* _PROVIDED DATA_:
┄┄┄┄┄┄
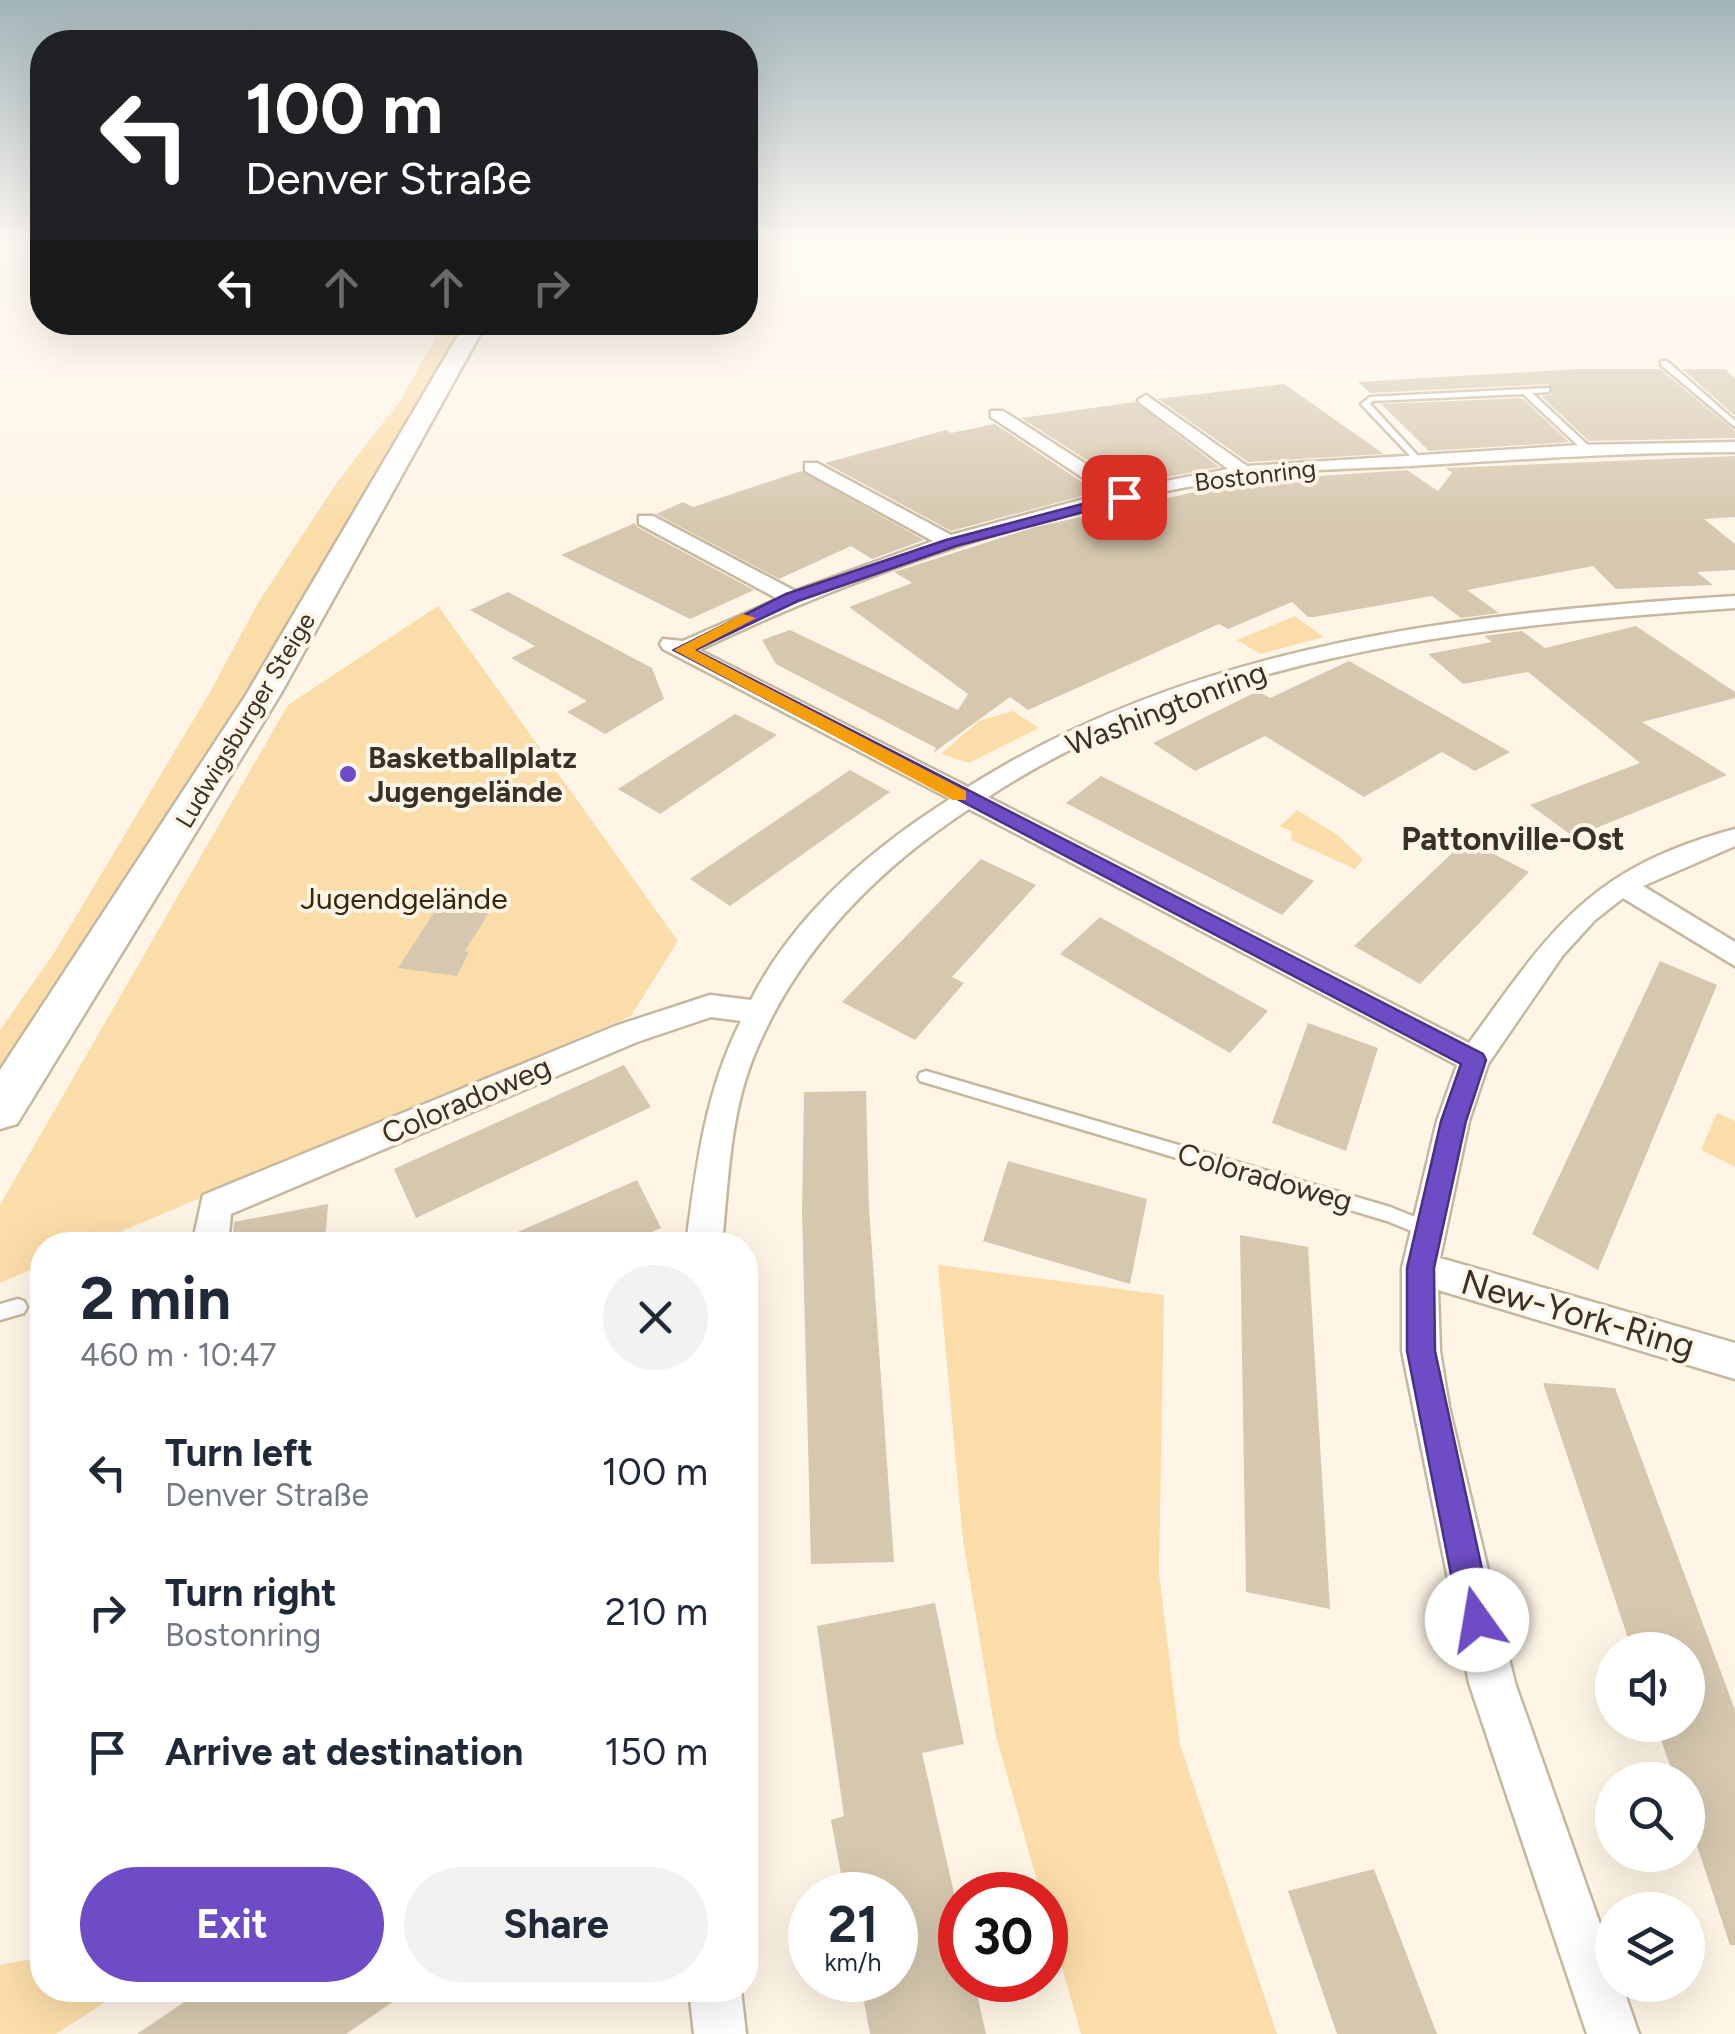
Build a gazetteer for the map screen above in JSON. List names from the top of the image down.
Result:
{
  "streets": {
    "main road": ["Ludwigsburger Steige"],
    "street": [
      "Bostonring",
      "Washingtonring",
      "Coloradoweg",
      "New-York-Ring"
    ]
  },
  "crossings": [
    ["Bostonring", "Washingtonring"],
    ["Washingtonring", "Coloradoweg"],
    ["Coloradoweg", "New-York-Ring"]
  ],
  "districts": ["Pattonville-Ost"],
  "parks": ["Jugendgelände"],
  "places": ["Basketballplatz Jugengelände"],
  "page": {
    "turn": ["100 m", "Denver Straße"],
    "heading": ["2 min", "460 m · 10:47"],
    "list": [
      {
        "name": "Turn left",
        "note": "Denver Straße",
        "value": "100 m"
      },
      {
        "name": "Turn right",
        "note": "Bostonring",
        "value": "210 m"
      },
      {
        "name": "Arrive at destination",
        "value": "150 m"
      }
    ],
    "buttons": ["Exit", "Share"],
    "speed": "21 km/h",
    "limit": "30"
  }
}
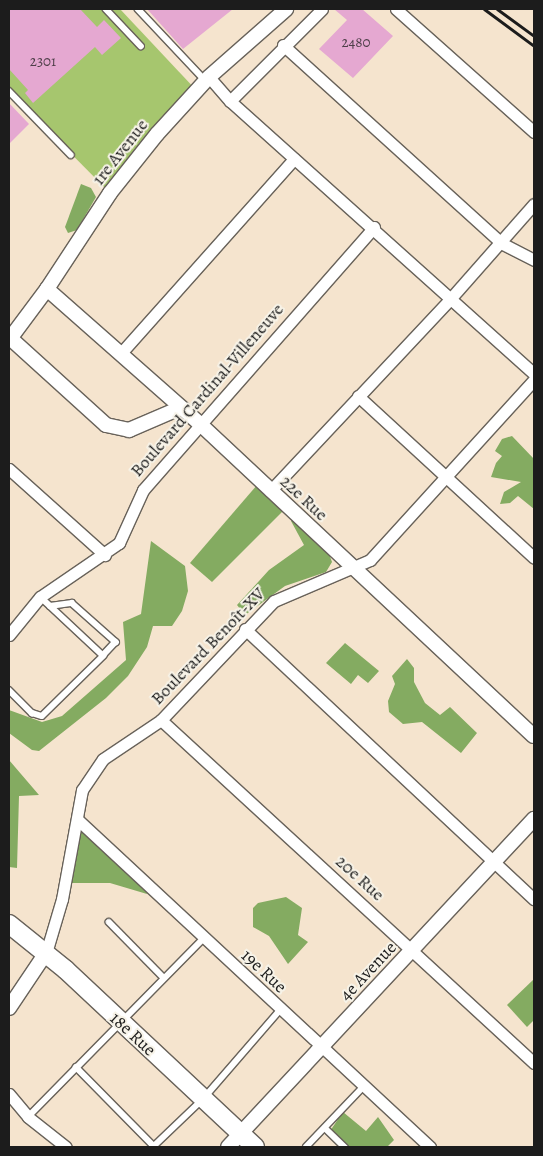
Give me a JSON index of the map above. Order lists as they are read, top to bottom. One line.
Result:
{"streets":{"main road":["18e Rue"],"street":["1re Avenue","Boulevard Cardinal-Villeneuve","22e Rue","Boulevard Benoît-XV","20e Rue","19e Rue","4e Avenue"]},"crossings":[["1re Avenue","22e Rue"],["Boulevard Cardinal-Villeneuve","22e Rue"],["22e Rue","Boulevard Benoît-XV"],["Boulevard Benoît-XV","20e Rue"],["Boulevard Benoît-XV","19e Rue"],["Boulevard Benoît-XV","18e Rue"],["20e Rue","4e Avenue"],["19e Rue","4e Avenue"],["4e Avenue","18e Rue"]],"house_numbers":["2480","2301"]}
┄┄┄┄┄┄
Filter the entries and keep only the lines holding "crossings".

* _SOLUTION TO THE EXERCISE_:
  "crossings": [
{"streets":{"main road":["18e Rue"],"street":["1re Avenue","Boulevard Cardinal-Villeneuve","22e Rue","Boulevard Benoît-XV","20e Rue","19e Rue","4e Avenue"]},"crossings":[["1re Avenue","22e Rue"],["Boulevard Cardinal-Villeneuve","22e Rue"],["22e Rue","Boulevard Benoît-XV"],["Boulevard Benoît-XV","20e Rue"],["Boulevard Benoît-XV","19e Rue"],["Boulevard Benoît-XV","18e Rue"],["20e Rue","4e Avenue"],["19e Rue","4e Avenue"],["4e Avenue","18e Rue"]],"house_numbers":["2480","2301"]}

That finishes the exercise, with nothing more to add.